**Activity:**
From the first record below to the last, retype each one exactly.

○ ○ ○ ○

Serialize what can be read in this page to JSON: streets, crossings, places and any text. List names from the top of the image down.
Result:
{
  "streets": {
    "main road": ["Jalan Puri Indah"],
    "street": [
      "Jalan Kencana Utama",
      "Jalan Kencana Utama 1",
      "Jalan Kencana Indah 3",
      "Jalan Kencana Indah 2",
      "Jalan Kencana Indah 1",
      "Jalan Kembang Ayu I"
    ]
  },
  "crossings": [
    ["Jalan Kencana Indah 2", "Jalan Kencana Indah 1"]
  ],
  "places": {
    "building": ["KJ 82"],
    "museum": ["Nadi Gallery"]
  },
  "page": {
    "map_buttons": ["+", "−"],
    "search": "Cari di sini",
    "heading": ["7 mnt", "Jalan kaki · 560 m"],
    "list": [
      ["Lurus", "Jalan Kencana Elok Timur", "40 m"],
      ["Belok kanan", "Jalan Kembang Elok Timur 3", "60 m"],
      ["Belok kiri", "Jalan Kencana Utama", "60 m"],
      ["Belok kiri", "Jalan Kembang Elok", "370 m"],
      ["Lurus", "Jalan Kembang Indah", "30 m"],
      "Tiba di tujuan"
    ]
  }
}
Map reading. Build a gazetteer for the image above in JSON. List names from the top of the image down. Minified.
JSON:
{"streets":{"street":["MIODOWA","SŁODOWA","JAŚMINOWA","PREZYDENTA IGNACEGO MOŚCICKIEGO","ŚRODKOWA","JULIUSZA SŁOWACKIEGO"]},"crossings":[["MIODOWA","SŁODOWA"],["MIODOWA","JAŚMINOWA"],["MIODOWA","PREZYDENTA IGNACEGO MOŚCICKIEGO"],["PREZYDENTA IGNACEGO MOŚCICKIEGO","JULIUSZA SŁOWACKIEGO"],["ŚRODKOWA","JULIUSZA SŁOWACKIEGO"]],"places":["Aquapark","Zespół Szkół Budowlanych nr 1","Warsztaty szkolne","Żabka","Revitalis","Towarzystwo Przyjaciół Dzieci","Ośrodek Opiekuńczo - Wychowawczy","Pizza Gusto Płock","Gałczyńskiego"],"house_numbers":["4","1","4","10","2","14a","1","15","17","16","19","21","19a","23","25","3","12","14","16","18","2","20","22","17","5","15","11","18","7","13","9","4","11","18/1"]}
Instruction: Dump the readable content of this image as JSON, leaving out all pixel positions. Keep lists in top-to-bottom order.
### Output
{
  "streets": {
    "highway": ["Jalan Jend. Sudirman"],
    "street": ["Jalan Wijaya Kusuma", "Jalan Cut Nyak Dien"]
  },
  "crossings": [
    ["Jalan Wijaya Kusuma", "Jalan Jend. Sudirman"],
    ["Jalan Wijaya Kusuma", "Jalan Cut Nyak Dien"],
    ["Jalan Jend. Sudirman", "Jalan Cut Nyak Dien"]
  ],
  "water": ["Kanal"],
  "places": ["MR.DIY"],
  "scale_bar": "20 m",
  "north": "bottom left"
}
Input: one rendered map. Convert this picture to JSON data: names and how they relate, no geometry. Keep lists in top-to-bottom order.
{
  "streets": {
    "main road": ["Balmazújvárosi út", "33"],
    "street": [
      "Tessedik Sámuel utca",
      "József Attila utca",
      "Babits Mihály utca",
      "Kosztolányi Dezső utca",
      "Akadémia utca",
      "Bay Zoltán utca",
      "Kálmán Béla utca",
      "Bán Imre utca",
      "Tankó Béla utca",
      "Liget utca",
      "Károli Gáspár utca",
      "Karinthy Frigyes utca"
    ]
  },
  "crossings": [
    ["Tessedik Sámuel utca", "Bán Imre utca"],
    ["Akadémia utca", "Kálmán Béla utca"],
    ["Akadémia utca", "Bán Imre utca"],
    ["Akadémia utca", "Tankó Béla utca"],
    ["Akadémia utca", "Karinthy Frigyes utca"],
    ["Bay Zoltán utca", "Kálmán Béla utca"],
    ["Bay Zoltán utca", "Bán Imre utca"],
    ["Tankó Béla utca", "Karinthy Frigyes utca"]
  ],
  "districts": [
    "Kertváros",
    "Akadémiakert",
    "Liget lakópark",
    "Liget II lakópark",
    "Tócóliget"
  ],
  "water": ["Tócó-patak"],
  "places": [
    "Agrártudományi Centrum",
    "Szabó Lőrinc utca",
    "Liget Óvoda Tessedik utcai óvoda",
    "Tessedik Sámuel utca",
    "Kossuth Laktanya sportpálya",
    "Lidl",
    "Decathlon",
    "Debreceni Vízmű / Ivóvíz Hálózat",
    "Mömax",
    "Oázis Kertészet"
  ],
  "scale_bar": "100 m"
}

○ ○ ○ ○

**Worked solution:**
Serialize what can be read in this page to JSON: streets, crossings, places and any text. List names from the top of the image down.
Result:
{
  "streets": {
    "main road": ["Jalan Puri Indah"],
    "street": [
      "Jalan Kencana Utama",
      "Jalan Kencana Utama 1",
      "Jalan Kencana Indah 3",
      "Jalan Kencana Indah 2",
      "Jalan Kencana Indah 1",
      "Jalan Kembang Ayu I"
    ]
  },
  "crossings": [
    ["Jalan Kencana Indah 2", "Jalan Kencana Indah 1"]
  ],
  "places": {
    "building": ["KJ 82"],
    "museum": ["Nadi Gallery"]
  },
  "page": {
    "map_buttons": ["+", "−"],
    "search": "Cari di sini",
    "heading": ["7 mnt", "Jalan kaki · 560 m"],
    "list": [
      ["Lurus", "Jalan Kencana Elok Timur", "40 m"],
      ["Belok kanan", "Jalan Kembang Elok Timur 3", "60 m"],
      ["Belok kiri", "Jalan Kencana Utama", "60 m"],
      ["Belok kiri", "Jalan Kembang Elok", "370 m"],
      ["Lurus", "Jalan Kembang Indah", "30 m"],
      "Tiba di tujuan"
    ]
  }
}
Map reading. Build a gazetteer for the image above in JSON. List names from the top of the image down. Minified.
JSON:
{"streets":{"street":["MIODOWA","SŁODOWA","JAŚMINOWA","PREZYDENTA IGNACEGO MOŚCICKIEGO","ŚRODKOWA","JULIUSZA SŁOWACKIEGO"]},"crossings":[["MIODOWA","SŁODOWA"],["MIODOWA","JAŚMINOWA"],["MIODOWA","PREZYDENTA IGNACEGO MOŚCICKIEGO"],["PREZYDENTA IGNACEGO MOŚCICKIEGO","JULIUSZA SŁOWACKIEGO"],["ŚRODKOWA","JULIUSZA SŁOWACKIEGO"]],"places":["Aquapark","Zespół Szkół Budowlanych nr 1","Warsztaty szkolne","Żabka","Revitalis","Towarzystwo Przyjaciół Dzieci","Ośrodek Opiekuńczo - Wychowawczy","Pizza Gusto Płock","Gałczyńskiego"],"house_numbers":["4","1","4","10","2","14a","1","15","17","16","19","21","19a","23","25","3","12","14","16","18","2","20","22","17","5","15","11","18","7","13","9","4","11","18/1"]}
Instruction: Dump the readable content of this image as JSON, leaving out all pixel positions. Keep lists in top-to-bottom order.
### Output
{
  "streets": {
    "highway": ["Jalan Jend. Sudirman"],
    "street": ["Jalan Wijaya Kusuma", "Jalan Cut Nyak Dien"]
  },
  "crossings": [
    ["Jalan Wijaya Kusuma", "Jalan Jend. Sudirman"],
    ["Jalan Wijaya Kusuma", "Jalan Cut Nyak Dien"],
    ["Jalan Jend. Sudirman", "Jalan Cut Nyak Dien"]
  ],
  "water": ["Kanal"],
  "places": ["MR.DIY"],
  "scale_bar": "20 m",
  "north": "bottom left"
}
Input: one rendered map. Convert this picture to JSON data: names and how they relate, no geometry. Keep lists in top-to-bottom order.
{
  "streets": {
    "main road": ["Balmazújvárosi út", "33"],
    "street": [
      "Tessedik Sámuel utca",
      "József Attila utca",
      "Babits Mihály utca",
      "Kosztolányi Dezső utca",
      "Akadémia utca",
      "Bay Zoltán utca",
      "Kálmán Béla utca",
      "Bán Imre utca",
      "Tankó Béla utca",
      "Liget utca",
      "Károli Gáspár utca",
      "Karinthy Frigyes utca"
    ]
  },
  "crossings": [
    ["Tessedik Sámuel utca", "Bán Imre utca"],
    ["Akadémia utca", "Kálmán Béla utca"],
    ["Akadémia utca", "Bán Imre utca"],
    ["Akadémia utca", "Tankó Béla utca"],
    ["Akadémia utca", "Karinthy Frigyes utca"],
    ["Bay Zoltán utca", "Kálmán Béla utca"],
    ["Bay Zoltán utca", "Bán Imre utca"],
    ["Tankó Béla utca", "Karinthy Frigyes utca"]
  ],
  "districts": [
    "Kertváros",
    "Akadémiakert",
    "Liget lakópark",
    "Liget II lakópark",
    "Tócóliget"
  ],
  "water": ["Tócó-patak"],
  "places": [
    "Agrártudományi Centrum",
    "Szabó Lőrinc utca",
    "Liget Óvoda Tessedik utcai óvoda",
    "Tessedik Sámuel utca",
    "Kossuth Laktanya sportpálya",
    "Lidl",
    "Decathlon",
    "Debreceni Vízmű / Ivóvíz Hálózat",
    "Mömax",
    "Oázis Kertészet"
  ],
  "scale_bar": "100 m"
}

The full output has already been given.